Carl Werner Hansen (born in Slagelse), commonly known as Carl W. Hansen, is a Danish former football referee and linesman, who officiated in the Danish top-flight, second-tier and third-tier including lower ranking leagues in the 1950s and 1960s and in both European and UEFA sanctioned club tournaments.

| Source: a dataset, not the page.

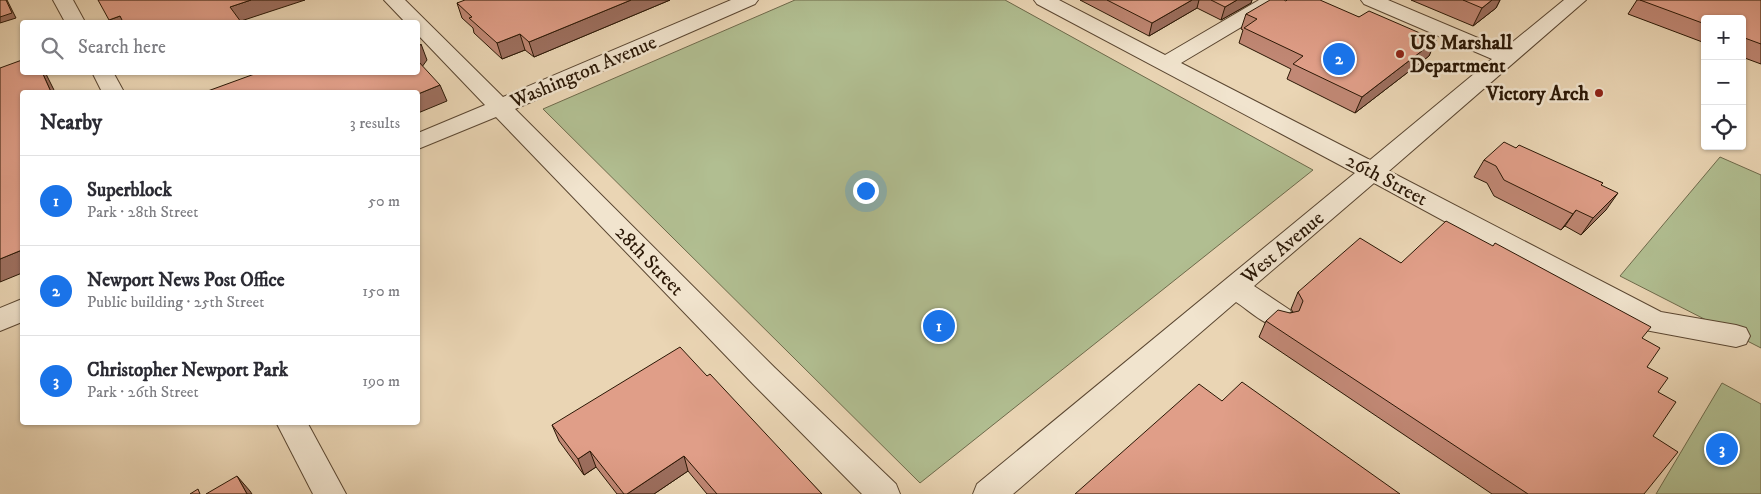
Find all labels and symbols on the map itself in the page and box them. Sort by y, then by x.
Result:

From 1962 until 1969, he was a full international for FIFA, and officiated international friendlies and competitive games at senior, secondary 'B' team and under-19 level.

==Career==
Born in Slagelse, Hansen became affiliated with the Zealand FA (SBU) and the regional referee organisation, Sjællands Fodbolddommer-Union (SFU), as a referee, originally officiating lower ranking league matches at a regional level for the football association organising football on Zealand. He eventually moved up to a national level under the auspices of the Danish FA, supervising numerous top-tier Danish league games including cup matches in the 1950s and 1960s in a role as linesman and referee. He started officiating third-tier league matches sometime in the early 1950s, before moving up to second-tier and top-flight league games. Carl W. Hansen was assigned the role as linesman for the 1959 Danish Cup Final's replay match between Aarhus GF and Vejle BK. In the 1961–62 European Cup semi-final match between Tottenham Hotspur F.C. versus S.L. Benfica, he served as a linesmen with Aage Poulsen as the referee in the match. After having officiated the 1963–64 Danish Cup semi-final match in late April 1964 between Akademisk BK and Esbjerg fB, he was also designated the 1964 Danish Cup Final, featuring Esbjerg fB and Odense KFUM, as the referee by the Danish FA. He ended his domestic refereeing career in the top three league levels sometime in late 1969 or early 1970s, when he exceeded the then domestic age limit rule of 50 years, implemented in 1958 by the Football Referees Committee of the Danish FA.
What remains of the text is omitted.